# Electrical Odor Smell



## GTO JUDGE (May 14, 2005)

*I am at a loss as to where this is coming from:

Had the car in the body shop again yesterday to correct that damn gap that keeps opening up on me at the bumper/front 1/4 panel joint just below the parking lights (different story):confused 

I bring it home and park the car in the garage, a few minutes passes and I go back into the garage and smell a deep electrical smoldering smell. The whole garage is smelling like this but there is no evidence of smoke.

I pop the hood and try and locate the smell, cannot find the source. The engine bay is all but spotless. I thought it may be the epoxy what was used to "weld" the bumper to the 1/4 panel but I put my sniffer to the joint and no smell around there.

Again I comb the engine to find this and cannot. Today I go in the garage and the smell is very faint.
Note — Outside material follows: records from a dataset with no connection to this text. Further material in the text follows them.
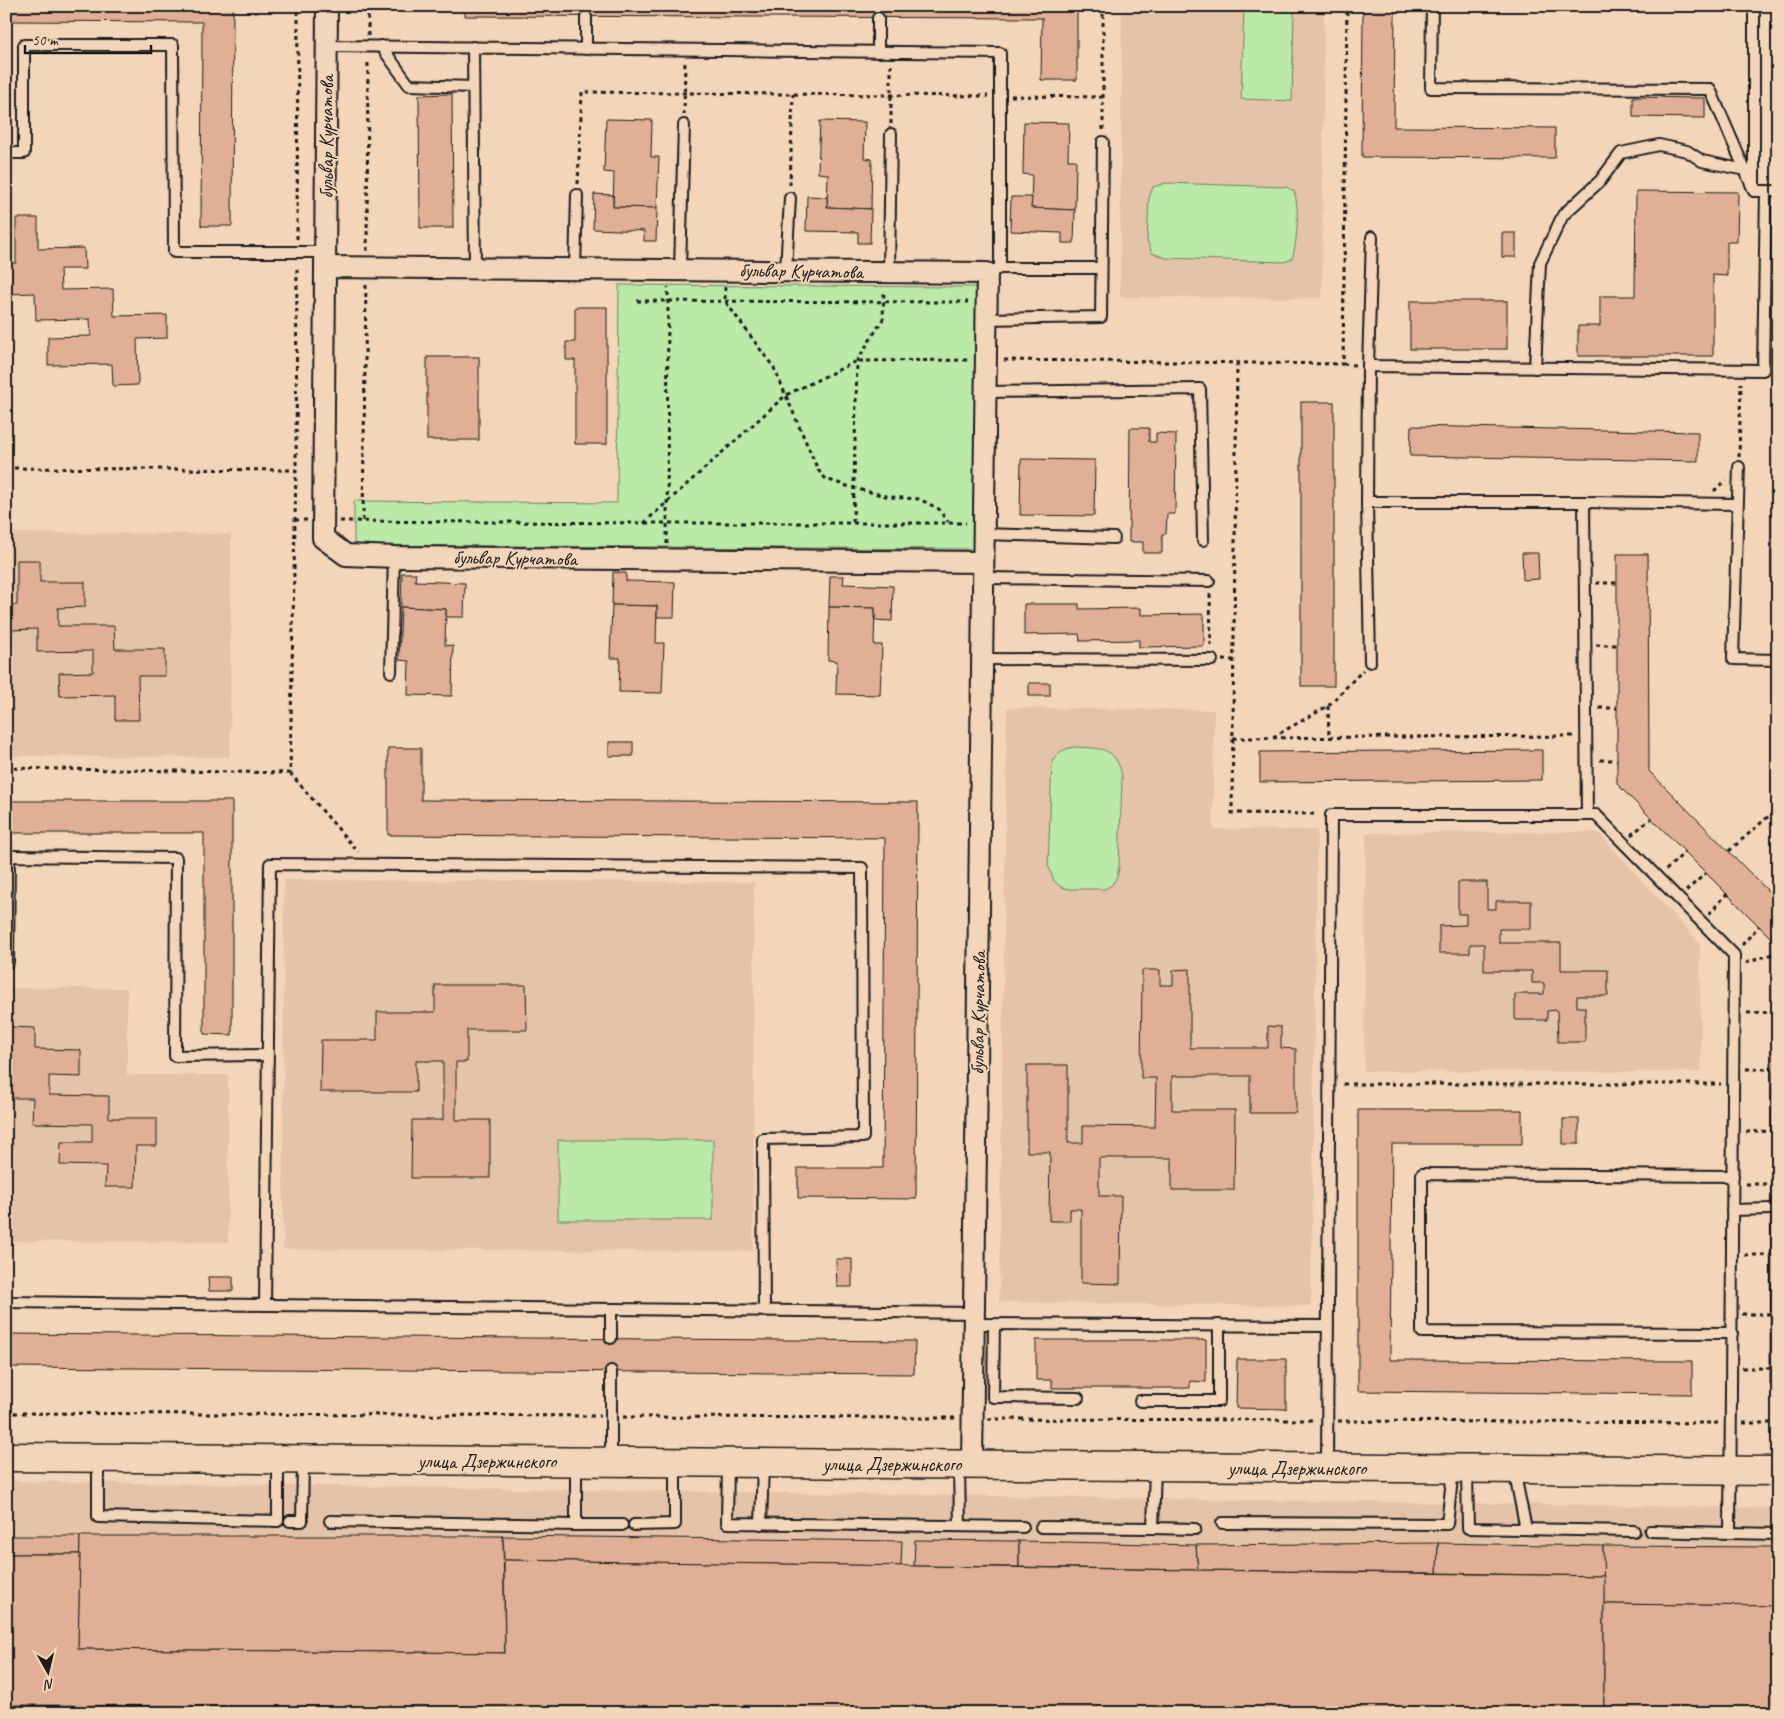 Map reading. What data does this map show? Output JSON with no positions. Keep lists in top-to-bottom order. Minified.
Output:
{"streets":{"main road":["улица Дзержинского"],"street":["бульвар Курчатова"]},"crossings":[["бульвар Курчатова","улица Дзержинского"]],"scale_bar":"50 m","north":"bottom"} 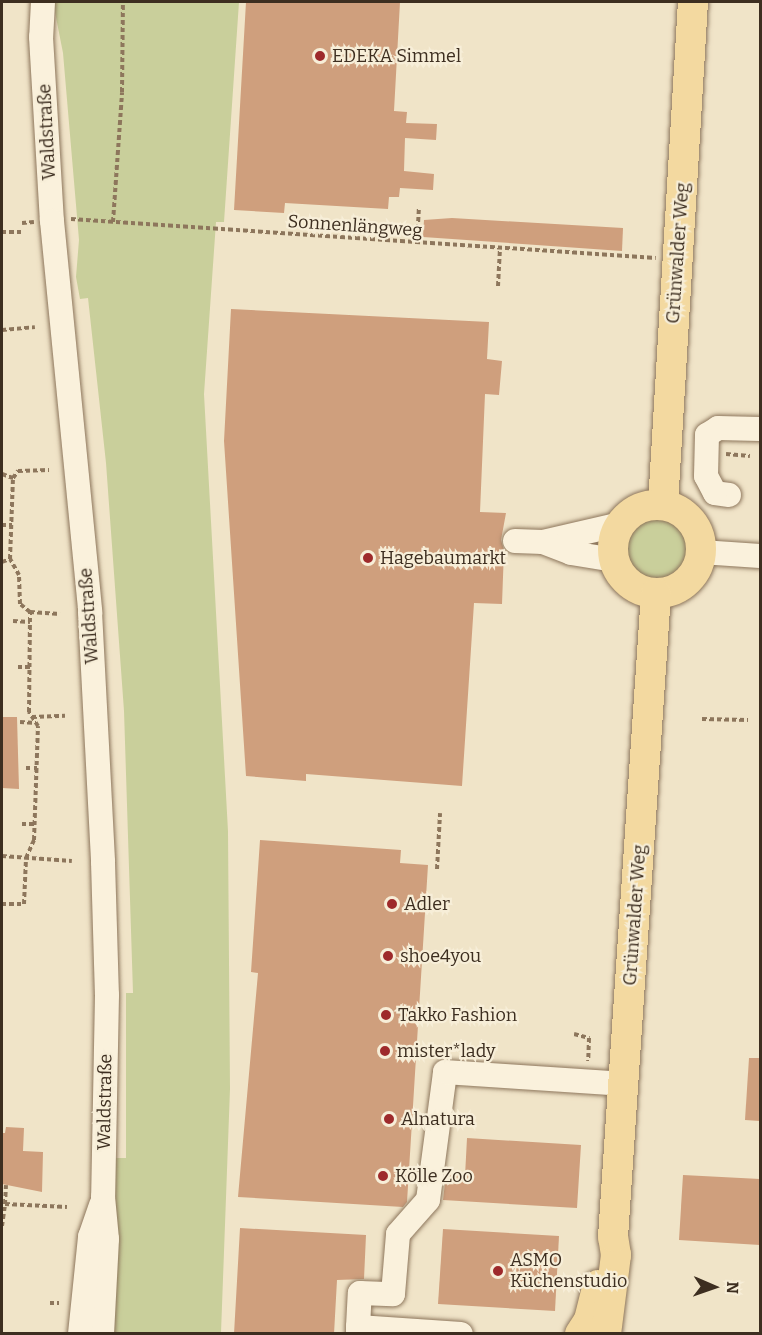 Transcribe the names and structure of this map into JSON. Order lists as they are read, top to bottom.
{
  "streets": {
    "main road": ["Grünwalder Weg"],
    "street": ["Waldstraße"],
    "path": ["Sonnenlängweg"]
  },
  "crossings": [
    ["Waldstraße", "Sonnenlängweg"]
  ],
  "places": [
    "EDEKA Simmel",
    "Hagebaumarkt",
    "Adler",
    "shoe4you",
    "Takko Fashion",
    "mister*lady",
    "Alnatura",
    "Kölle Zoo",
    "ASMO Küchenstudio"
  ],
  "north": "right"
} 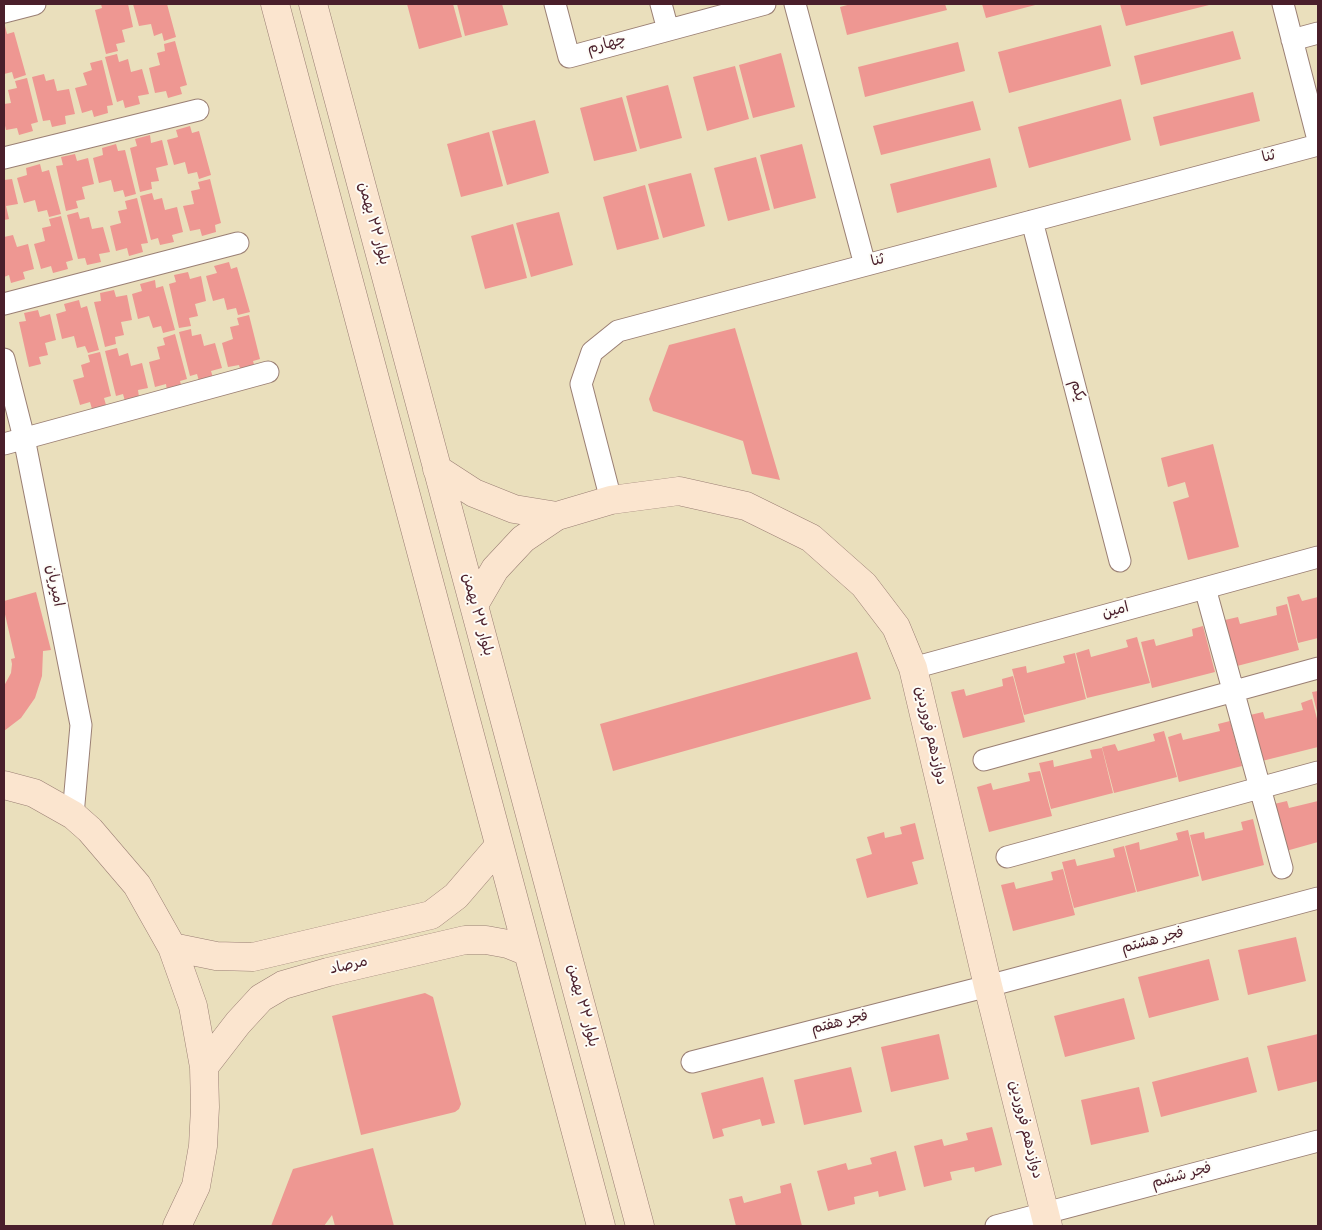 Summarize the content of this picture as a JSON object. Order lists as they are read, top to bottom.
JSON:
{
  "streets": {
    "street": [
      "چهارم",
      "ثنا",
      "بلوار ۲۲ بهمن",
      "یکم",
      "امیریان",
      "امین",
      "دوازدهم فروردین",
      "فجر هشتم",
      "مرصاد",
      "فجر هفتم",
      "فجر ششم"
    ]
  },
  "crossings": [
    ["ثنا", "یکم"],
    ["ثنا", "دوازدهم فروردین"],
    ["امین", "دوازدهم فروردین"],
    ["دوازدهم فروردین", "فجر هشتم"],
    ["دوازدهم فروردین", "فجر هفتم"],
    ["دوازدهم فروردین", "فجر ششم"],
    ["فجر هشتم", "فجر هفتم"]
  ]
} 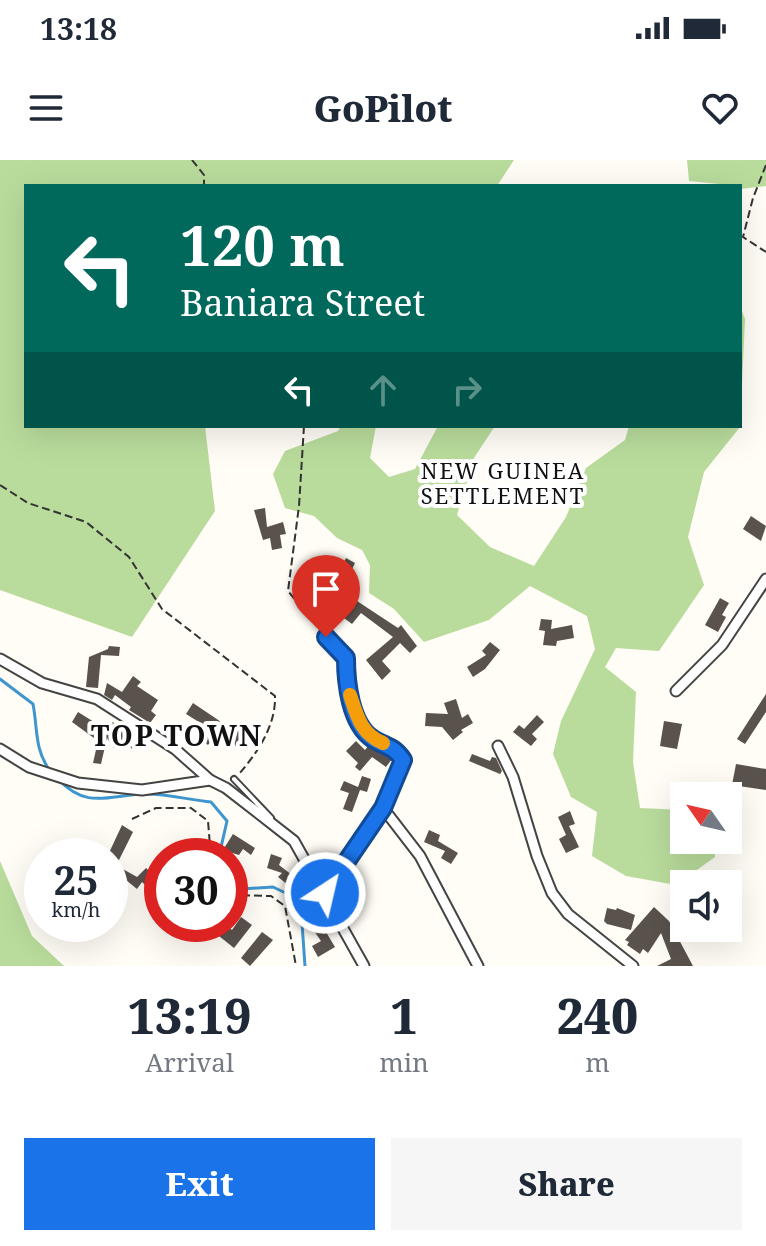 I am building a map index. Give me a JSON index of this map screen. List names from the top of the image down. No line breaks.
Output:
{"districts":["NEW GUINEA SETTLEMENT","TOP TOWN"],"north":"top left","page":{"status":"13:18","header":"GoPilot","turn":["120 m","Baniara Street"],"speed":"25 km/h","limit":"30","eta":["13:19","Arrival","1","min","240","m"],"buttons":["Exit","Share"]}} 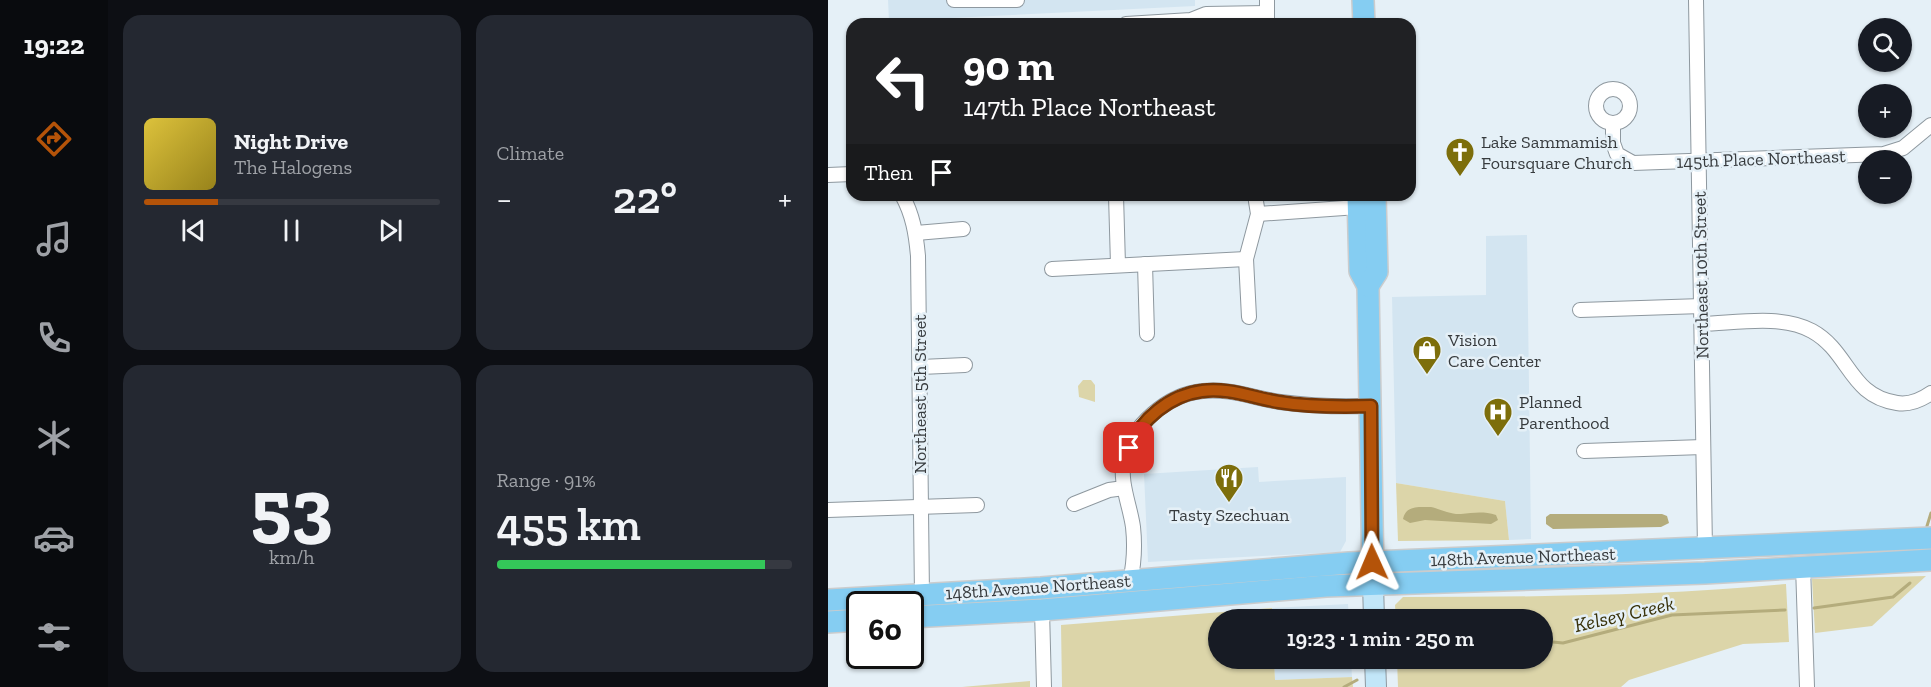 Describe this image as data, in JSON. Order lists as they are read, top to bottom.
{
  "streets": {
    "main road": ["148th Avenue Northeast"],
    "street": ["145th Place Northeast", "Northeast 10th Street", "Northeast 5th Street"]
  },
  "crossings": [
    ["145th Place Northeast", "Northeast 10th Street"],
    ["Northeast 10th Street", "148th Avenue Northeast"]
  ],
  "water": ["Kelsey Creek"],
  "places": {
    "church": ["Lake Sammamish Foursquare Church"],
    "shop": ["Vision Care Center"],
    "hospital": ["Planned Parenthood"],
    "restaurant": ["Tasty Szechuan"]
  },
  "page": {
    "tabs": "19:22",
    "tile": [
      "Climate",
      ["53", "km/h"],
      ["Range · 91%", "455 km"]
    ],
    "map_buttons": ["+", "−"],
    "turn": ["90 m", "147th Place Northeast"],
    "song": ["Night Drive", "The Halogens"],
    "then": "Then",
    "heat": ["−", "22°", "+"],
    "limit": "60",
    "trip": "19:23 · 1 min · 250 m"
  }
} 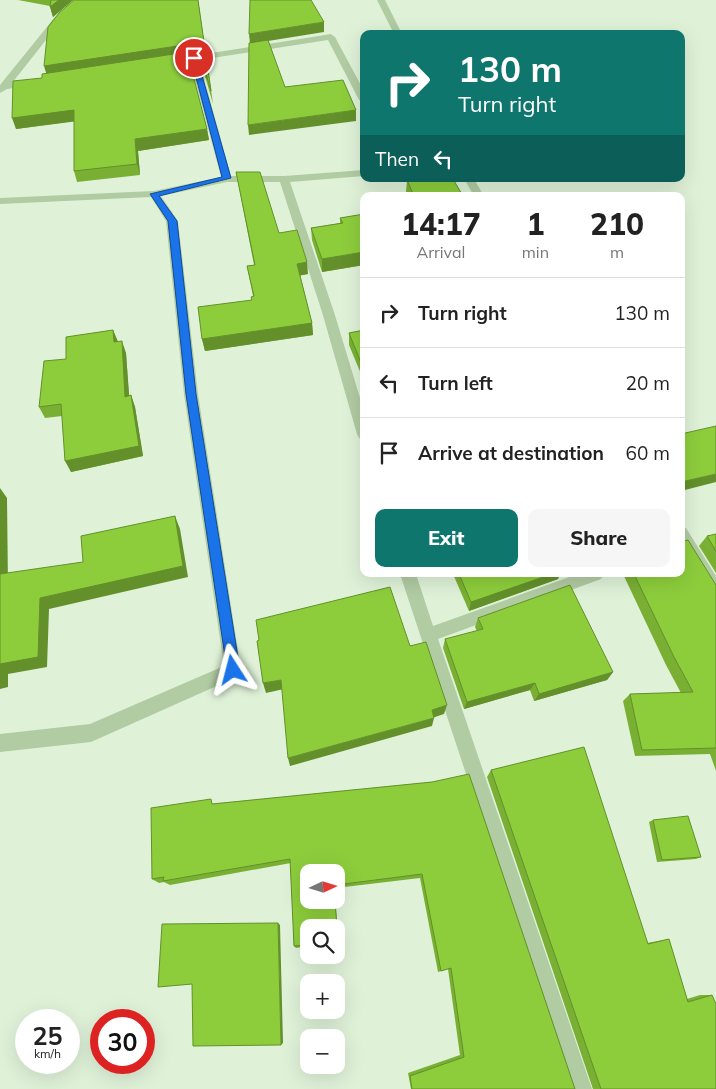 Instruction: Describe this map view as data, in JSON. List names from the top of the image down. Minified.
{"north":"right","page":{"turn":["130 m","Turn right"],"then":"Then","eta":["14:17","Arrival","1","min","210","m"],"list":[{"name":"Turn right","value":"130 m"},{"name":"Turn left","value":"20 m"},{"name":"Arrive at destination","value":"60 m"}],"buttons":["Exit","Share"],"map_buttons":["+","−"],"speed":"25 km/h","limit":"30"}}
I check the fluid levels and all is well and all smell normal. I call the body shop and ask maybe the detail guy sprayed degreaser down in the engine bay and it dried and the heat made it smell, told no and I ask if the odor could be the epoxy, again am told no. Well, I notify them and explain the situation, a 5 mile ride back to the house and this smell. They have no clue. I told them to log this. Something isn't right. At best I would say the smell may be coming from the engine bay around the master cylinder / slave cylinder area but cannot be totally accurate.

I go for a lengthy drive this morning and return to the garage and the smell is very very faint. I can smell the usual heat smell. I am at a loss here. I ruled out the hand brake because the icon lights up and a beep incurs if the brake is engaged. There is absolutely no smoke or haze, no warning lights or anything out of the ordinary other than a smell that resembles an electrical smoldering odor with no smoke. I am stumped. Anyone?*


----------



## GTO JUDGE (May 14, 2005)

********UPDATE********

Tech says the smell is that of a burning clutch as if the clutch was "ridden". A full inspection shows nothing. HMMMMMMM.. I was with my son as he drove it and he drove it with great care. Oh well. No smell now. 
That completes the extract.